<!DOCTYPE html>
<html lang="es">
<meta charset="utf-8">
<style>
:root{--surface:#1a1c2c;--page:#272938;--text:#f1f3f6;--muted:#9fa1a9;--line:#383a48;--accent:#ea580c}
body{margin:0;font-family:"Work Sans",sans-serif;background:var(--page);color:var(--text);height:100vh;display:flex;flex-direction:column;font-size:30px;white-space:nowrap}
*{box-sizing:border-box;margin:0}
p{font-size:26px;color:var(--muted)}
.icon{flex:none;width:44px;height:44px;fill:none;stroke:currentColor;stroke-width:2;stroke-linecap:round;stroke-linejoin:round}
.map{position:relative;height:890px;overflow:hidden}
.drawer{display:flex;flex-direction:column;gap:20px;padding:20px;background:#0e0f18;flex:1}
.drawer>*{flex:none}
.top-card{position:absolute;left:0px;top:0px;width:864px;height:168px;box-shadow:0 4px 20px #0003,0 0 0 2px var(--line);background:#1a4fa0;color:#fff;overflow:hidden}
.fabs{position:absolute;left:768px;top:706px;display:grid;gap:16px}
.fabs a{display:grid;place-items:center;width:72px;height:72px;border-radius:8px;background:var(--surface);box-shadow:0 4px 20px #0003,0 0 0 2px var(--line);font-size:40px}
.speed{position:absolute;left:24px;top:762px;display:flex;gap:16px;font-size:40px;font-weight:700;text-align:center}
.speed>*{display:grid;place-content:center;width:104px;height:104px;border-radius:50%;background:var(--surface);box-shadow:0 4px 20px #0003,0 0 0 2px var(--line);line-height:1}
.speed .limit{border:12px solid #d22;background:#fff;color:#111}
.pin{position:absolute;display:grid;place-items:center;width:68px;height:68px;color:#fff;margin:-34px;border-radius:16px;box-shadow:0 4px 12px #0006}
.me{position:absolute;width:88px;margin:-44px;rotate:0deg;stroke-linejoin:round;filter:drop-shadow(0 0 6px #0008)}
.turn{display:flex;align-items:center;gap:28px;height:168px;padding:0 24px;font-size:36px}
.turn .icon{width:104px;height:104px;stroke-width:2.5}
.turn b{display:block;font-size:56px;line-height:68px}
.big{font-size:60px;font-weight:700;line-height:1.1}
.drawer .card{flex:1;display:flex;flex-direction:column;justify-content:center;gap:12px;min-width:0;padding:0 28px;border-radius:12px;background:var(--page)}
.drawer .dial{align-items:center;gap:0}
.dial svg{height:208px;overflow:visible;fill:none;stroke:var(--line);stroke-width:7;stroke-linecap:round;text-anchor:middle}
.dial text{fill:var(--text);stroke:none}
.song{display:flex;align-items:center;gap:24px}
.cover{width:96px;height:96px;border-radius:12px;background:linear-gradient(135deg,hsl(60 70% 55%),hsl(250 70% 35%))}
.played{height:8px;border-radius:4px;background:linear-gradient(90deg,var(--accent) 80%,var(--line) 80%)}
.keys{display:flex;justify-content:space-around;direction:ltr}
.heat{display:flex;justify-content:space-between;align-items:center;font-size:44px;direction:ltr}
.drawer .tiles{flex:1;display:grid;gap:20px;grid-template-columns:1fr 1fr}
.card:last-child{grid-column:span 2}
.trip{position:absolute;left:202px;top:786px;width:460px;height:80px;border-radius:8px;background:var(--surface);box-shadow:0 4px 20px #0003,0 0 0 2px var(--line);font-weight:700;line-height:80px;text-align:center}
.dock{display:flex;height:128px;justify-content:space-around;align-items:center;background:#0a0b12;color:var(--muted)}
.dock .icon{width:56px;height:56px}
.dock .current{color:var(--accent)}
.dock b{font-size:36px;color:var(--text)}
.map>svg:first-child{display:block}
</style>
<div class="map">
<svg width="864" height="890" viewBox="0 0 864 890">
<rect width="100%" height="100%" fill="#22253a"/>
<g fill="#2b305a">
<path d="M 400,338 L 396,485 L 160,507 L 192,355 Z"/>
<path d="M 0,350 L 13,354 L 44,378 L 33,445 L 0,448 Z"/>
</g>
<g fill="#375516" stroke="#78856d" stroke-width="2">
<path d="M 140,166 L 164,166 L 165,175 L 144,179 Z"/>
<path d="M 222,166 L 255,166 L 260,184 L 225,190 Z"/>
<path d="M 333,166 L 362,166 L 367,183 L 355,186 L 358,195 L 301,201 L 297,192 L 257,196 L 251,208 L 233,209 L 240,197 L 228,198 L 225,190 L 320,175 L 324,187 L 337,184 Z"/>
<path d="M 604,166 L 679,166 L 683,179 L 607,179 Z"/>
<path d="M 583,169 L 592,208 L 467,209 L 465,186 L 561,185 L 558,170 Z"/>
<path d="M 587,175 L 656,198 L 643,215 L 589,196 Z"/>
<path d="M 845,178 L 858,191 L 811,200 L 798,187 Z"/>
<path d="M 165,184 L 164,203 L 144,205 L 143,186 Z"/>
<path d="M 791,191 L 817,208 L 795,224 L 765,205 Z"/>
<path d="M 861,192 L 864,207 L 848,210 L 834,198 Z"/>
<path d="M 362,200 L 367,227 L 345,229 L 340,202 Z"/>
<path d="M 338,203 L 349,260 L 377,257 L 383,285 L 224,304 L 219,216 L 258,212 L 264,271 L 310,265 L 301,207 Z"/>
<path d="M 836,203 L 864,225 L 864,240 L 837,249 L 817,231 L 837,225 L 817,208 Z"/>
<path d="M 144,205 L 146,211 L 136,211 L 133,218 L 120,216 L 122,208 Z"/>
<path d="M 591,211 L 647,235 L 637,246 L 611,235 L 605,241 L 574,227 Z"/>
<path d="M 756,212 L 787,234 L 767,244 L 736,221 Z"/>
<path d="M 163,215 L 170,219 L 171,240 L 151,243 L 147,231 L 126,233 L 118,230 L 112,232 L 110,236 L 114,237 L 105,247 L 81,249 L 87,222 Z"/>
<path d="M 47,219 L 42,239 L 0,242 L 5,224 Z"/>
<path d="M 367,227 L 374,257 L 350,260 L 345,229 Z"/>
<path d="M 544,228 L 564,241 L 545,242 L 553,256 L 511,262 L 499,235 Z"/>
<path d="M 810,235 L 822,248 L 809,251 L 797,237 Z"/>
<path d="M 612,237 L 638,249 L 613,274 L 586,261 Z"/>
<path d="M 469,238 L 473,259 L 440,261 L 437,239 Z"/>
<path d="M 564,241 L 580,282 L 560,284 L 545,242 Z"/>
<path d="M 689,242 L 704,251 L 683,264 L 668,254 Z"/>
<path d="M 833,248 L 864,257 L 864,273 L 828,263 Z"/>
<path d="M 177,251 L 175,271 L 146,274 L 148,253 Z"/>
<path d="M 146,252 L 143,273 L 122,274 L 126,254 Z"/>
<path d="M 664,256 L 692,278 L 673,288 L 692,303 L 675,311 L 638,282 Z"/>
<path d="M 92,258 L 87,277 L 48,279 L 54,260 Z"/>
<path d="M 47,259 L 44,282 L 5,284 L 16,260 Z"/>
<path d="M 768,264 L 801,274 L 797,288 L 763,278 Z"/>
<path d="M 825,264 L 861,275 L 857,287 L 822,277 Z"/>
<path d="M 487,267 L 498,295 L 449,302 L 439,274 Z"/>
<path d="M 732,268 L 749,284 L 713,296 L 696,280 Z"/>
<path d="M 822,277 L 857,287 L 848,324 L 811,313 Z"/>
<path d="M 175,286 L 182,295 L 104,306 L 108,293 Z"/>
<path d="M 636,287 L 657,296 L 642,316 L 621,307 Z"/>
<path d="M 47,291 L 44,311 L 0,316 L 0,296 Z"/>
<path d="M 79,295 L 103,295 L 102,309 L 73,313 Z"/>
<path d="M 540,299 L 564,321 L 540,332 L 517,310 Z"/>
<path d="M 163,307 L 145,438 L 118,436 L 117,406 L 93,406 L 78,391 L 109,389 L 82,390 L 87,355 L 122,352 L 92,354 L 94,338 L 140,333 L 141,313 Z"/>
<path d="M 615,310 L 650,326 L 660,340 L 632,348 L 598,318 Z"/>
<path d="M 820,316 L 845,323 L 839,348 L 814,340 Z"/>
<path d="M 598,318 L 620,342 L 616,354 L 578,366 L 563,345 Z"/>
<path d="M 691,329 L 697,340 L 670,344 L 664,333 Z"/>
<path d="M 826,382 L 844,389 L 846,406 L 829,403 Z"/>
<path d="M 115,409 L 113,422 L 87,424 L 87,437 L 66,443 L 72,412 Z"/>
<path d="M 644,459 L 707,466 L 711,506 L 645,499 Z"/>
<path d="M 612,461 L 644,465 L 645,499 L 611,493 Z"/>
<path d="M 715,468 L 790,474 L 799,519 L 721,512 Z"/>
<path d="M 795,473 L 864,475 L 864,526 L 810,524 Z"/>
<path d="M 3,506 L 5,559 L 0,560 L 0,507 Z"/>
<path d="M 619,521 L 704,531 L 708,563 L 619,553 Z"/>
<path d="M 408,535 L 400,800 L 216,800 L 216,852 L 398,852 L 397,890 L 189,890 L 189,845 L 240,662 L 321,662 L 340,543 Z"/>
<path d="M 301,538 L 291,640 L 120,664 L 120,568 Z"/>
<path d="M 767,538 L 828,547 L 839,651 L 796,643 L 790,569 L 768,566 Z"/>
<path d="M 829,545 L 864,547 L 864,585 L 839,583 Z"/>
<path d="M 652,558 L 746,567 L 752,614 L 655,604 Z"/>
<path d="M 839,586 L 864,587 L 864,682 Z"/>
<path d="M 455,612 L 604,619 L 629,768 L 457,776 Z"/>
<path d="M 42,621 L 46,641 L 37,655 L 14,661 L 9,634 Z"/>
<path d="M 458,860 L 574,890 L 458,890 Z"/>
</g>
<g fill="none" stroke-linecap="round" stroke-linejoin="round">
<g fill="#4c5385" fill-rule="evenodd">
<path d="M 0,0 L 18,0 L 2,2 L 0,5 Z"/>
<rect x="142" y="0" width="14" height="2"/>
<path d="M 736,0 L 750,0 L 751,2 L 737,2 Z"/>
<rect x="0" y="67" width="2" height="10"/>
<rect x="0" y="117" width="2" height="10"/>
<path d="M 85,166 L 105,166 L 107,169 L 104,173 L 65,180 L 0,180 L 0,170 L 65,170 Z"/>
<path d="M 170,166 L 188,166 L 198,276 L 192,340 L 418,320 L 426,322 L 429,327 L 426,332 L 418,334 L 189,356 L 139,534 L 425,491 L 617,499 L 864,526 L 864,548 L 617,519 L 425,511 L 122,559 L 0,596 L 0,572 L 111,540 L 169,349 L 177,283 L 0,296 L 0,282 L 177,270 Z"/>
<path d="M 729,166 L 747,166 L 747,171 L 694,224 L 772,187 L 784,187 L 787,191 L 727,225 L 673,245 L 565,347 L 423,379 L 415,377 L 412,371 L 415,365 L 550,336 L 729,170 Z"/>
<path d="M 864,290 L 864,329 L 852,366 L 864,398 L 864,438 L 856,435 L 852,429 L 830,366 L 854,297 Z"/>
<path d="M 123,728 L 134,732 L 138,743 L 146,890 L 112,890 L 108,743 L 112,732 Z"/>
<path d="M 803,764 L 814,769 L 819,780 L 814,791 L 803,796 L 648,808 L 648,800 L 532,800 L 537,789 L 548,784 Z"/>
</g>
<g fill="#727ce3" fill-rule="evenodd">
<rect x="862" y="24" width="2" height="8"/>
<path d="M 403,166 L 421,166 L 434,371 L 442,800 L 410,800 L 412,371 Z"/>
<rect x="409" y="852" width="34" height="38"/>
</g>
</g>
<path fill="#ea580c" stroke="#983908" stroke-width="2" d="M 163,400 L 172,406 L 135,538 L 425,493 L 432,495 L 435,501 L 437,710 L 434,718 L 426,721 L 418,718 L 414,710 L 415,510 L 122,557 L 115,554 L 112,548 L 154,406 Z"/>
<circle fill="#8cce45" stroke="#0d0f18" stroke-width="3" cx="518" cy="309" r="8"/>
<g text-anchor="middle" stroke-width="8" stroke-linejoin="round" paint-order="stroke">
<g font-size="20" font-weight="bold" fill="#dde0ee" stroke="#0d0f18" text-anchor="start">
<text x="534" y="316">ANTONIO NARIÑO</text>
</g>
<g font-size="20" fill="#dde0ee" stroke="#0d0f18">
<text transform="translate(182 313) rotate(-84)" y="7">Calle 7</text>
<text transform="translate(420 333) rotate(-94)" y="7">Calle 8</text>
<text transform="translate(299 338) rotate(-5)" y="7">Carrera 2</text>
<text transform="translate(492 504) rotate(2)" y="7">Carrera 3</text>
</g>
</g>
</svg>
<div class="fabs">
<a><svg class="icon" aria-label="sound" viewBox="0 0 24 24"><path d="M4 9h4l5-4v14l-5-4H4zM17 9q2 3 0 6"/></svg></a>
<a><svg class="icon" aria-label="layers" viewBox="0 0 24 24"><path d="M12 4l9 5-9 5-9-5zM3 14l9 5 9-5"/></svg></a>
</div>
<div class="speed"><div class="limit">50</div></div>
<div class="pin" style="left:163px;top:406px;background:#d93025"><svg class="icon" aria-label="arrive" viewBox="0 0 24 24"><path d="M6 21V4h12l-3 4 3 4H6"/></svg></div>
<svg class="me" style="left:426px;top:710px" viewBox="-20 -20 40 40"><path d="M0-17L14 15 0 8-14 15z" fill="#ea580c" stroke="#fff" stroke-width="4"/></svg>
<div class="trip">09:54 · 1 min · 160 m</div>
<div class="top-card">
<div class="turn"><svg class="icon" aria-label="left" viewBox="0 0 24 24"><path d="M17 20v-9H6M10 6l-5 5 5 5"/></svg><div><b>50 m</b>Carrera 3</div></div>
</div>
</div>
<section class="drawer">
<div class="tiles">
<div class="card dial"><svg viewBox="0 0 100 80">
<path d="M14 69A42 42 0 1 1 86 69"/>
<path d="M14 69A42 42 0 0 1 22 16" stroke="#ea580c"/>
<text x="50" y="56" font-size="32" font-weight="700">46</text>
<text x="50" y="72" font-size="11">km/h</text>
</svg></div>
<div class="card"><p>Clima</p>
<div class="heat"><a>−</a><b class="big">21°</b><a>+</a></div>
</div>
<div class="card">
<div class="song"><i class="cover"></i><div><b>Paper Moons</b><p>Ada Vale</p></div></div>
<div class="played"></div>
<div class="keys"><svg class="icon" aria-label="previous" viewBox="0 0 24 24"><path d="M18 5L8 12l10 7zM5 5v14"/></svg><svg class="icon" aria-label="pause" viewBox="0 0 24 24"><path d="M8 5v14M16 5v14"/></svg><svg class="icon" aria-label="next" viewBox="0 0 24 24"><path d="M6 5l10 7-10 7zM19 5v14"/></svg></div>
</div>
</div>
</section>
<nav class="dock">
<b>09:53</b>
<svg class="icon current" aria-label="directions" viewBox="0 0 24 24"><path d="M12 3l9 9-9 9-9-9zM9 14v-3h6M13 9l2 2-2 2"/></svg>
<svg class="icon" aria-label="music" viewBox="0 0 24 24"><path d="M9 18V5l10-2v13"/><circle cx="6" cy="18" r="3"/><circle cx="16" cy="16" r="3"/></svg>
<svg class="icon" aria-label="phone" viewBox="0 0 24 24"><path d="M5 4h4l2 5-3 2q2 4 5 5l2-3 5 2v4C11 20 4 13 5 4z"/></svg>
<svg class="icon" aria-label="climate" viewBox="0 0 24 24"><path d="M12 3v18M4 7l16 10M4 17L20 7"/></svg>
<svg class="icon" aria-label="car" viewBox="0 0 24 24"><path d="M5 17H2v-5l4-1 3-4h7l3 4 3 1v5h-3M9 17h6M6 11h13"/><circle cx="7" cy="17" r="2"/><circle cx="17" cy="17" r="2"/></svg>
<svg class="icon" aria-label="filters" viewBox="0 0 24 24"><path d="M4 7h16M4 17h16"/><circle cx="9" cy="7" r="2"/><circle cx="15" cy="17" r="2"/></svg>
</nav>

━━━

What you will do »
Report only the number of lines in the listing that contain the word "linear".

Reply to the exercise »
2